No more young fratty drunk guy quoting Jersey Shore and telling me how "this is the Browns' year, man!" Yeah, sure it is, you do remember this is Cleveland, right? It is actually in the Constitution that we aren't allowed to win sports championships. Thomas Jefferson added it just to be a prick.

Yes, it seems to all be falling into place. I can watch any game I want.

Unless, of course, the Lady Friend is watching the Browns.

Doesn't she know their colors suck?

Wednesday, August 4, 2010

I Am The Batman

Yesterday, a bat had found its way into our office and was terrorizing employees. I heroically battled this ferocious beast, narrowly avoiding its razor sharp claws and lasers shooting from its eyes.

In actuality, it was just flopping on the ground and I held a piece of cardboard over it until we could get something to carry it out of the building.

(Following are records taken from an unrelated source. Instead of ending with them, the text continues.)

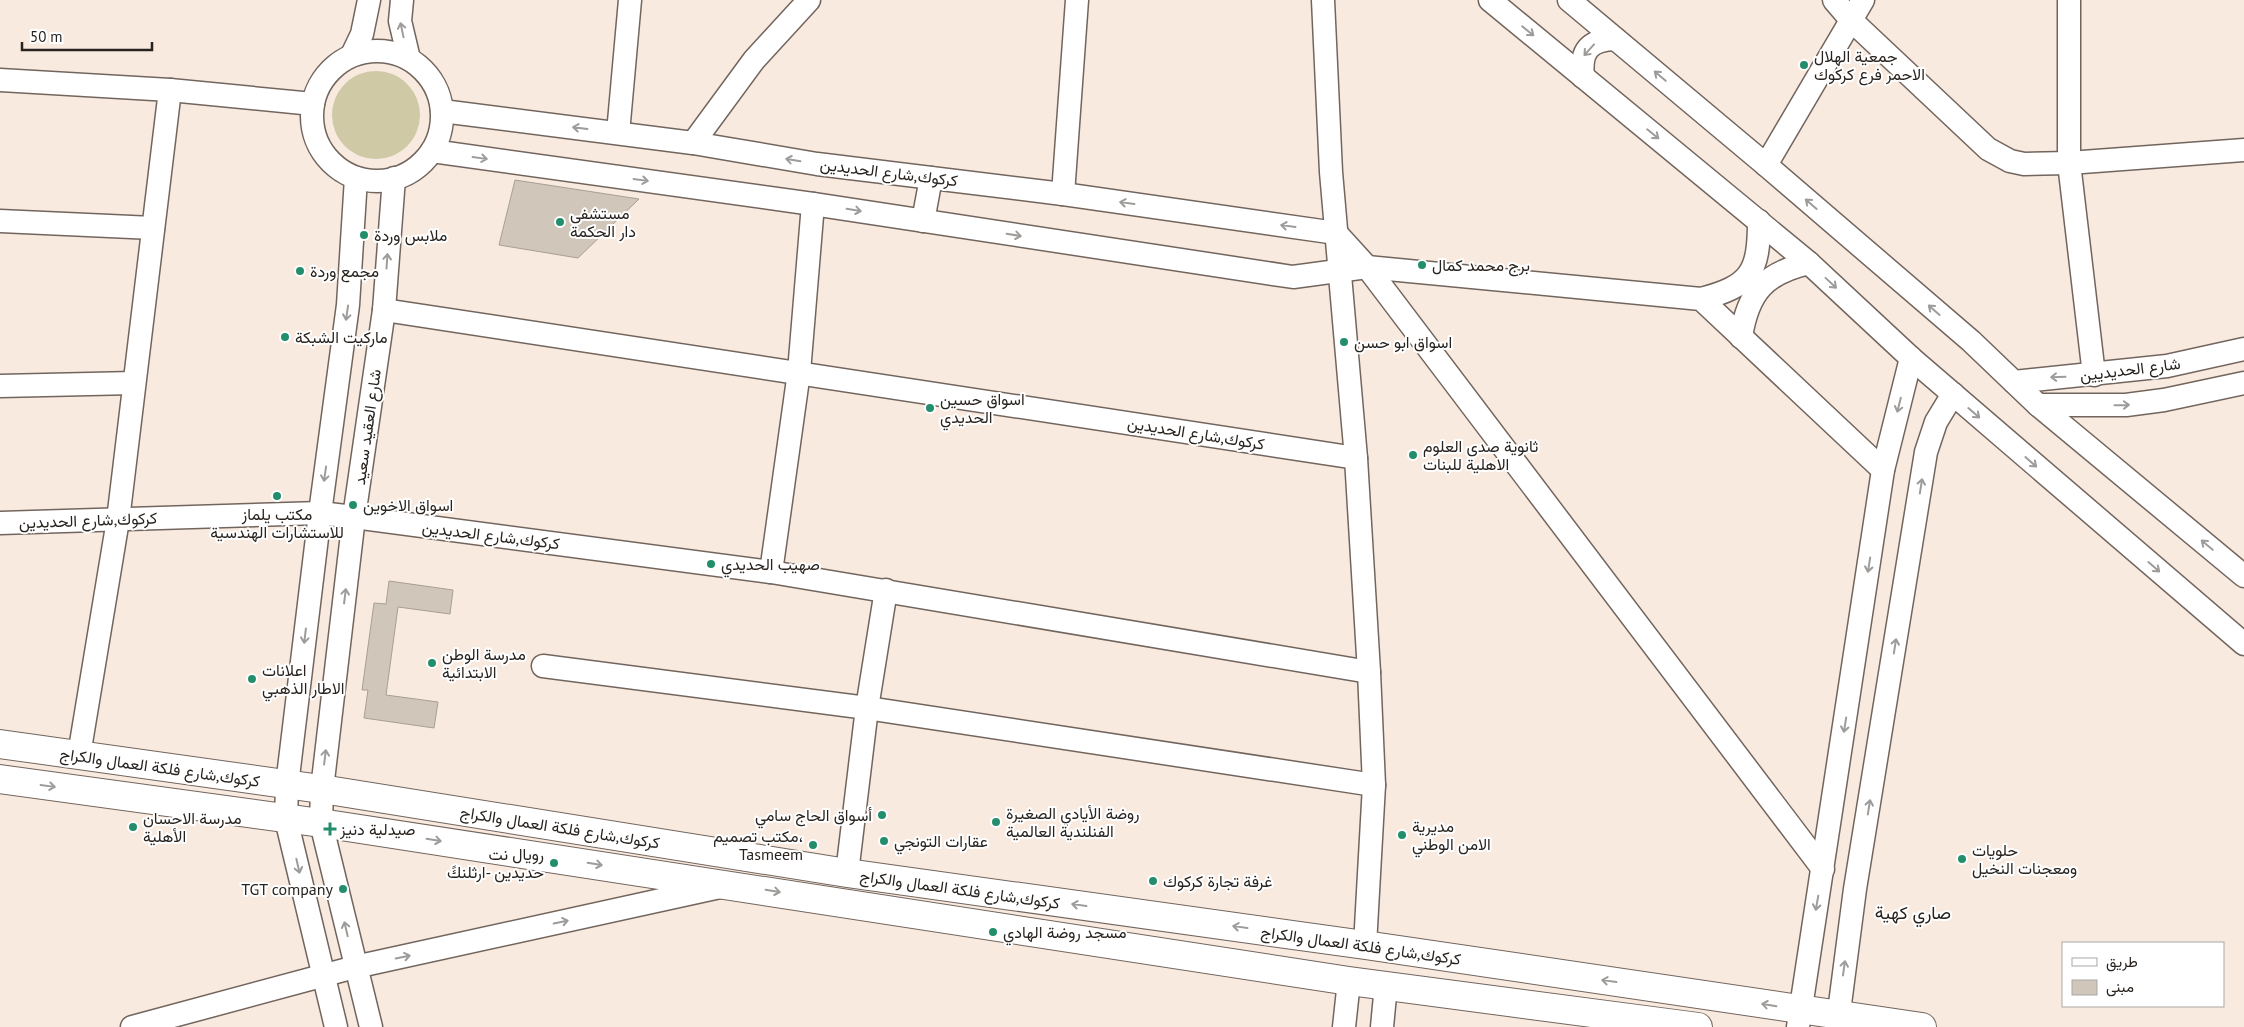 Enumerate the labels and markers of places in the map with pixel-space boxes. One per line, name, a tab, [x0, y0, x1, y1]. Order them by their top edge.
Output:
place label: جمعية الهلال الاحمر فرع كركوك	[1814, 46, 1925, 86]
marker: جمعية الهلال الاحمر فرع كركوك	[1798, 59, 1810, 71]
place label: مستشفى دار الحكمة	[570, 203, 636, 242]
marker: مستشفى دار الحكمة	[554, 216, 566, 228]
place label: ملابس وردة	[374, 225, 447, 246]
marker: ملابس وردة	[358, 229, 370, 241]
place label: برج محمد كمال	[1432, 255, 1530, 277]
marker: برج محمد كمال	[1416, 259, 1428, 271]
place label: مجمع وردة	[310, 261, 379, 283]
marker: مجمع وردة	[294, 265, 306, 277]
place label: ماركيت الشبكة	[295, 327, 388, 348]
marker: ماركيت الشبكة	[279, 331, 291, 343]
place label: اسواق ابو حسن	[1354, 332, 1452, 353]
marker: اسواق ابو حسن	[1338, 336, 1350, 348]
place label: اسواق حسين الحديدي	[940, 389, 1025, 431]
marker: اسواق حسين الحديدي	[924, 402, 936, 414]
place label: ثانوية صدى العلوم الاهلية للبنات	[1423, 436, 1538, 474]
marker: ثانوية صدى العلوم الاهلية للبنات	[1407, 449, 1419, 461]
marker: مكتب يلماز للاستشارات الهندسية	[271, 490, 283, 502]
place label: اسواق الاخوين	[363, 495, 453, 516]
marker: اسواق الاخوين	[347, 499, 359, 511]
place label: مكتب يلماز للاستشارات الهندسية	[210, 504, 344, 543]
place label: صهيب الحديدي	[721, 554, 820, 578]
marker: صهيب الحديدي	[705, 558, 717, 570]
place label: مدرسة الوطن الابتدائية	[442, 644, 526, 682]
marker: مدرسة الوطن الابتدائية	[426, 657, 438, 669]
place label: اعلانات الاطار الذهبي	[262, 660, 345, 702]
marker: اعلانات الاطار الذهبي	[246, 673, 258, 685]
place label: روضة الأيادي الصغيرة الفنلندية العالمية	[1006, 803, 1139, 841]
place label: أسواق الحاج سامي	[755, 805, 872, 829]
place label: مدرسة الاحسان الأهلية	[143, 808, 242, 846]
marker: أسواق الحاج سامي	[876, 809, 888, 821]
marker: روضة الأيادي الصغيرة الفنلندية العالمية	[990, 816, 1002, 828]
place label: مديرية الامن الوطني	[1412, 816, 1491, 858]
place label: صيدلية دنيز	[339, 819, 415, 840]
marker: مدرسة الاحسان الأهلية	[127, 821, 139, 833]
marker: صيدلية دنيز	[324, 823, 336, 835]
place label: مكتب تصميم، Tasmeem	[713, 826, 803, 864]
marker: مديرية الامن الوطني	[1396, 829, 1408, 841]
place label: عقارات التونجي	[894, 831, 988, 855]
marker: عقارات التونجي	[878, 835, 890, 847]
marker: مكتب تصميم، Tasmeem	[807, 839, 819, 851]
place label: حلويات ومعجنات النخيل	[1972, 840, 2077, 879]
place label: رويال نت حديدين -ارثلنكً	[447, 844, 544, 883]
marker: حلويات ومعجنات النخيل	[1956, 853, 1968, 865]
marker: رويال نت حديدين -ارثلنكً	[548, 857, 560, 869]
place label: غرفة تجارة كركوك	[1163, 871, 1272, 892]
marker: غرفة تجارة كركوك	[1147, 875, 1159, 887]
place label: TGT company	[241, 879, 334, 899]
marker: TGT company	[337, 883, 349, 895]
place label: مسجد روضة الهادي	[1003, 922, 1126, 946]
marker: مسجد روضة الهادي	[987, 926, 999, 938]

But, still, I'm a total hero.

Growing up, we had bats in our house all the time. My Mom would scream and my Dad, brother and I would grab tennis rackets and chase the thing around the house until one of us went all Pete Sampras on that mofo.

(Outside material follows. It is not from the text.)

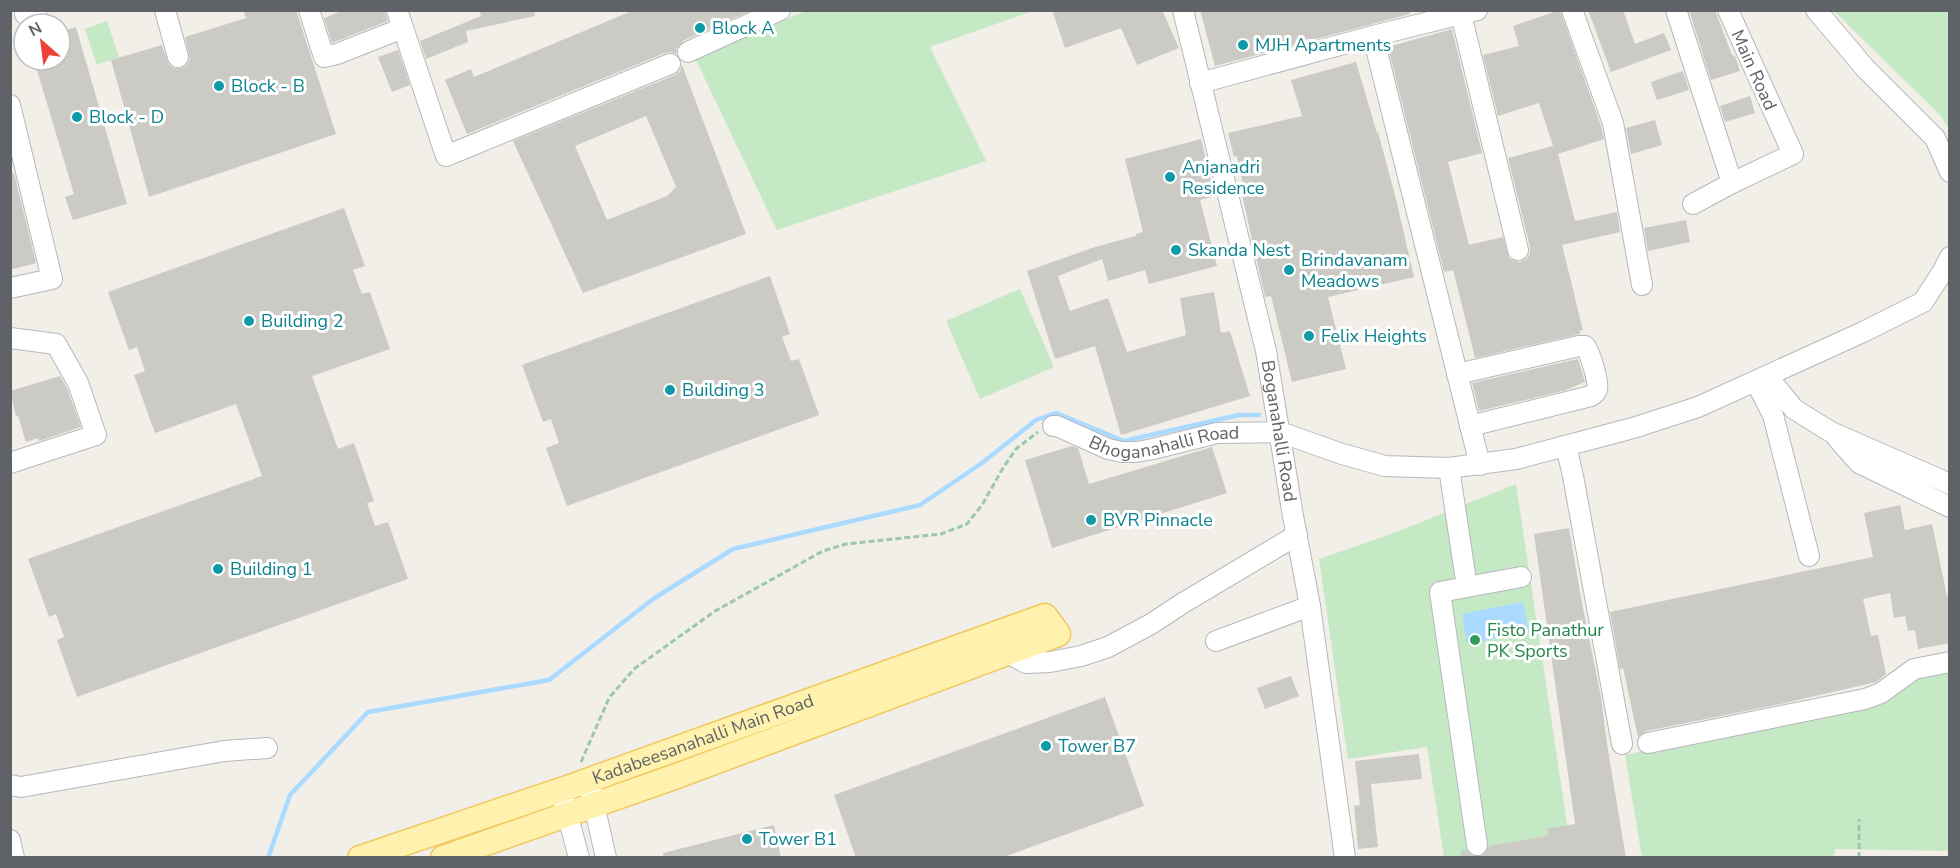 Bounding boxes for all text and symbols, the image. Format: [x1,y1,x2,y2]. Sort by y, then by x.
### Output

Which was all fine and dandy.

Until the time I was 17 and came home at 1am after having consumed some adult beverages. I walked in to the greeting of a small winged rat flying at my head. Being 17, I couldn't wake my parents up because they would see I had been drinking, but I also couldn't go to bed with a bat in the house because dude wasn't even paying rent.

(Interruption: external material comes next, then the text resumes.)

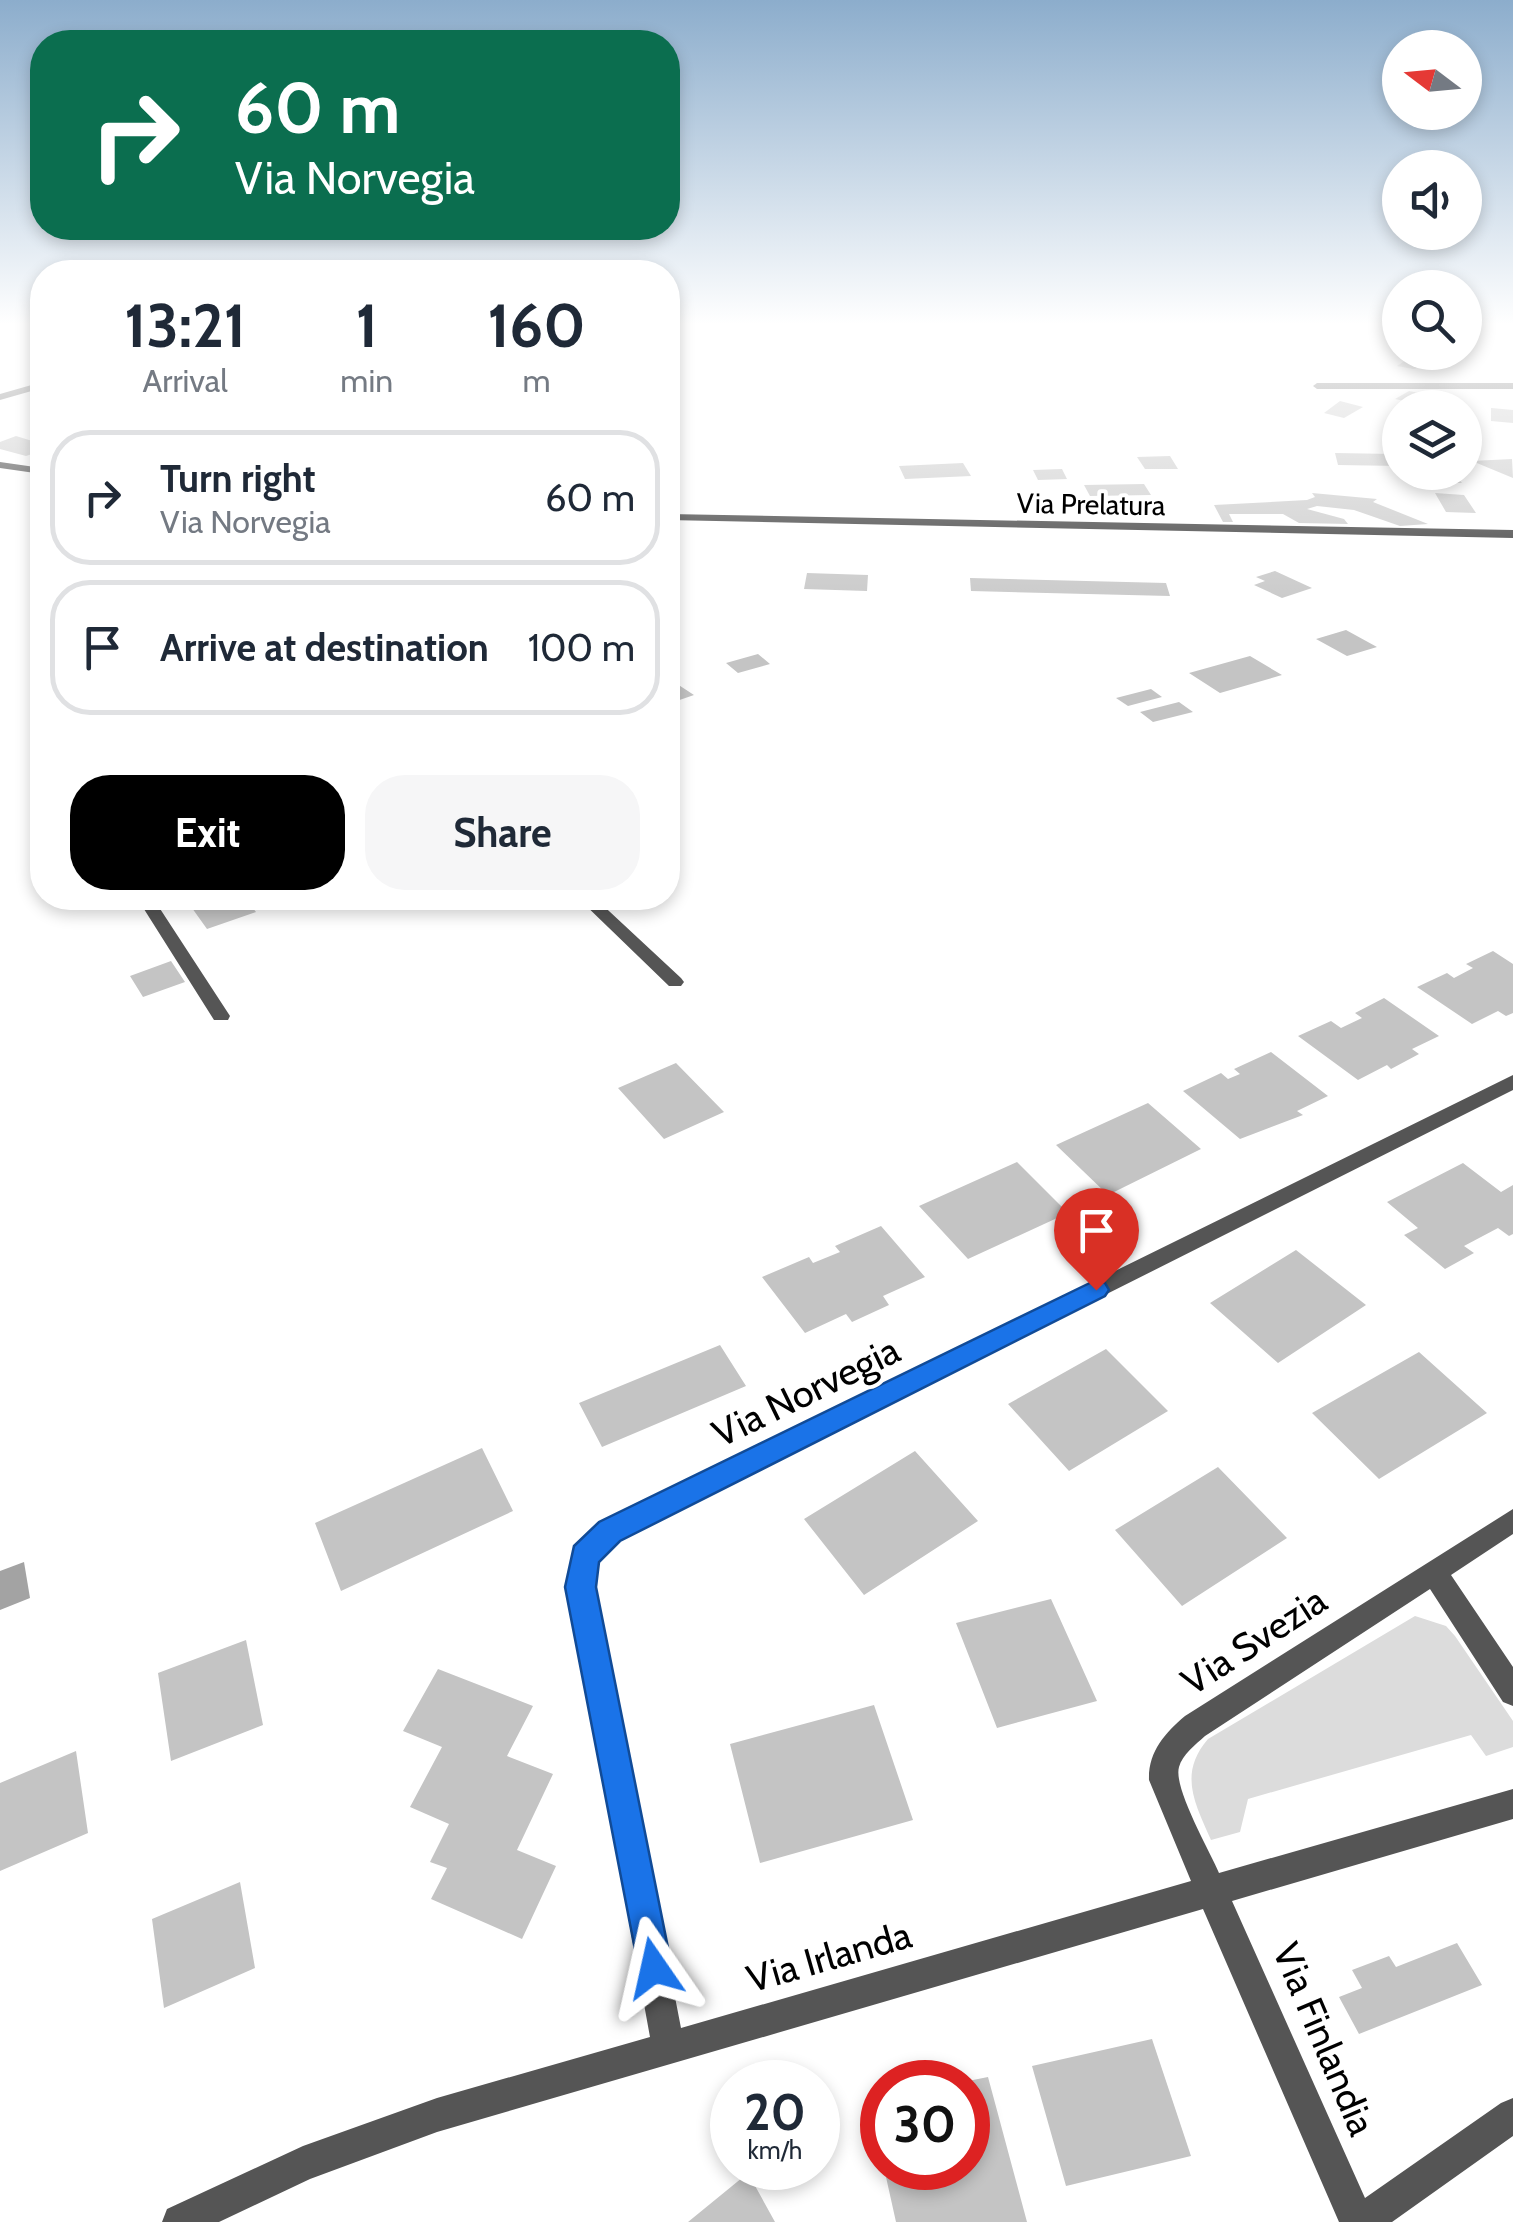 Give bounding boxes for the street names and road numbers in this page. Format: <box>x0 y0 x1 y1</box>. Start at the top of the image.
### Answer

So, I drunkenly grabbed a tennis racket and stumbled around the house swinging at the bat. We played this little game in the kitchen for about 10 minutes until it got bored with that room and went to the dining room.

But our dining room was one of those rooms people aren't allowed to actually enter. The rooms that are only for "company" and if my Dad or I stepped foot inside them, we would face certain doom. Shit was scarier than bats with laser beam eyes.

So I, in a drunken stupor, holding a tennis racket, walk into the forbidden layer of white furniture.

After another epic battle of the bat flying past me and my feeble attempts to swat at it - I finally connected and knocked it senseless.

Which would have been fine and dandy...

Except a let out a deafening "WOOOOOOOOO!" as soon as I hit it.

In my mind, I had just blasted a homerun over the left field wall to win game 7 of the World Series.

In my parents mind, I had just come home drunk at age 17 - and woken them up at 1am.

Which meant it was their turn to chase me around the house with a tennis racket.

Monday, August 2, 2010

Baby, Baby, Baby

I want to know who invented baby talk. Now I want them to drive off a cliff to the tune of hilarious circus music.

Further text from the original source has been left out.